### Problem to work on:
Print the records below exactly, with no pictures.

--------------------------------

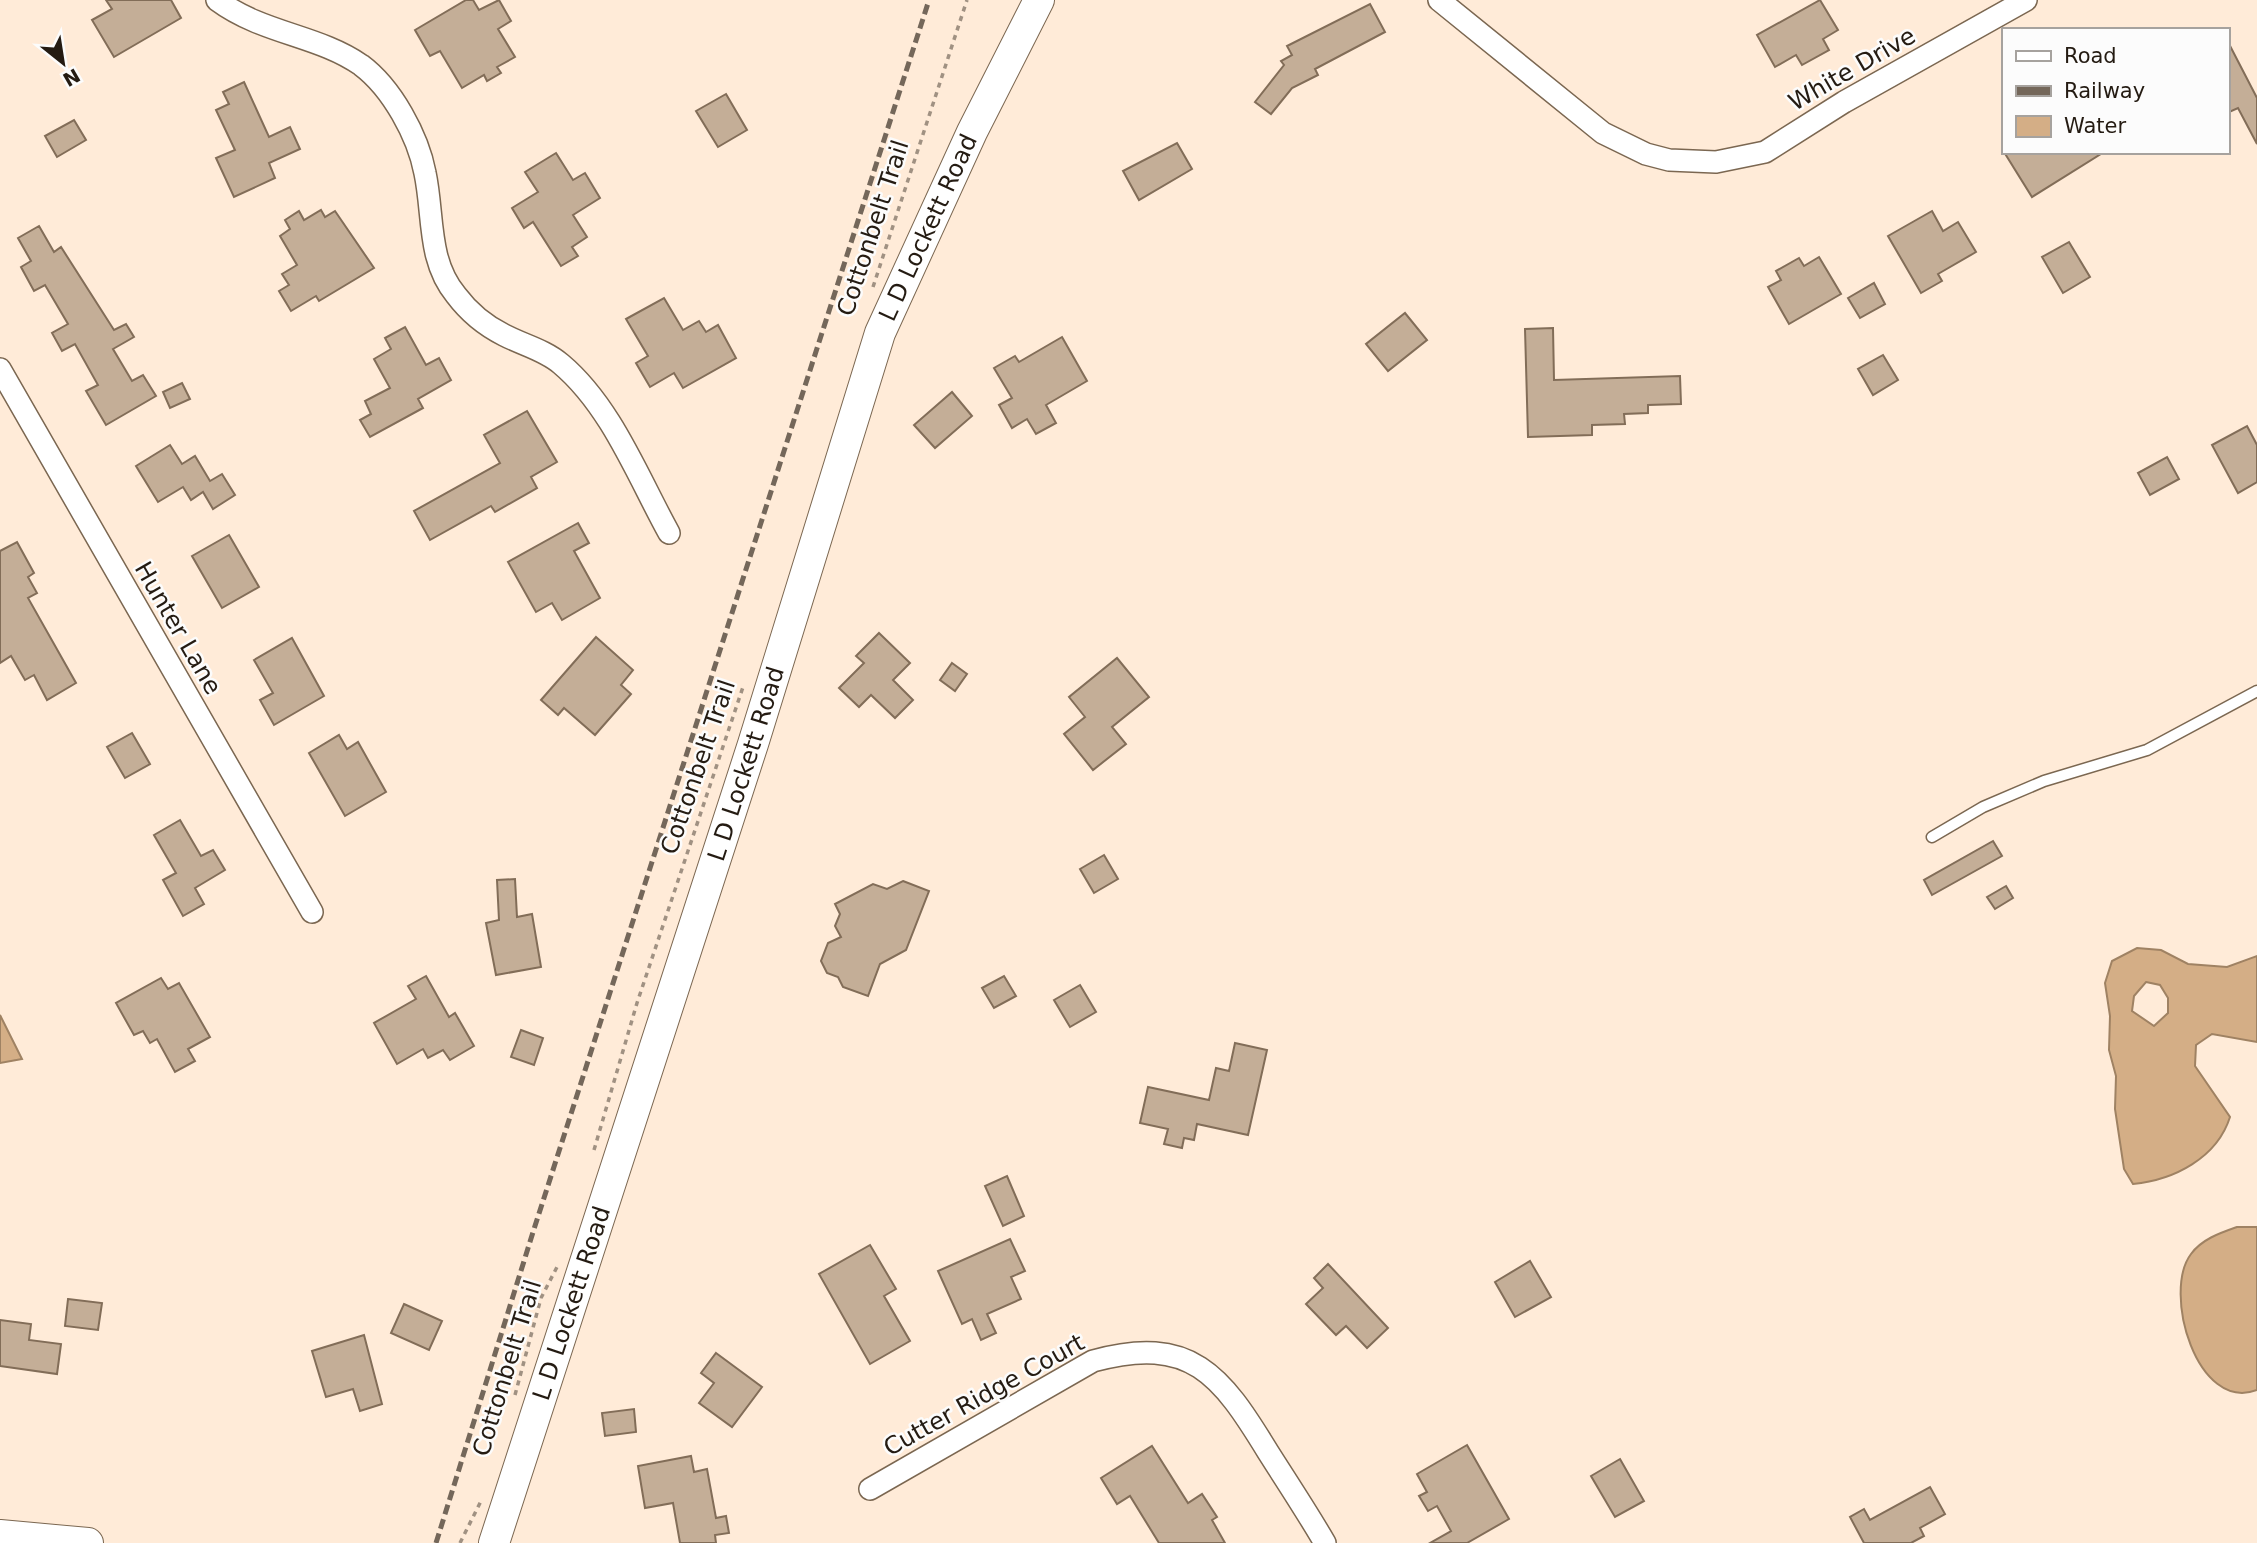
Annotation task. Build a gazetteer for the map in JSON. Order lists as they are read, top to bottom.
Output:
{
  "streets": {
    "main road": ["L D Lockett Road"],
    "street": ["White Drive", "Hunter Lane", "Cutter Ridge Court"],
    "path": ["Cottonbelt Trail"]
  },
  "legend": ["Road", "Railway", "Water"],
  "north": "bottom right"
}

--------------------------------

### Task solution:
Annotation task. Build a gazetteer for the map in JSON. Order lists as they are read, top to bottom.
Output:
{
  "streets": {
    "main road": ["L D Lockett Road"],
    "street": ["White Drive", "Hunter Lane", "Cutter Ridge Court"],
    "path": ["Cottonbelt Trail"]
  },
  "legend": ["Road", "Railway", "Water"],
  "north": "bottom right"
}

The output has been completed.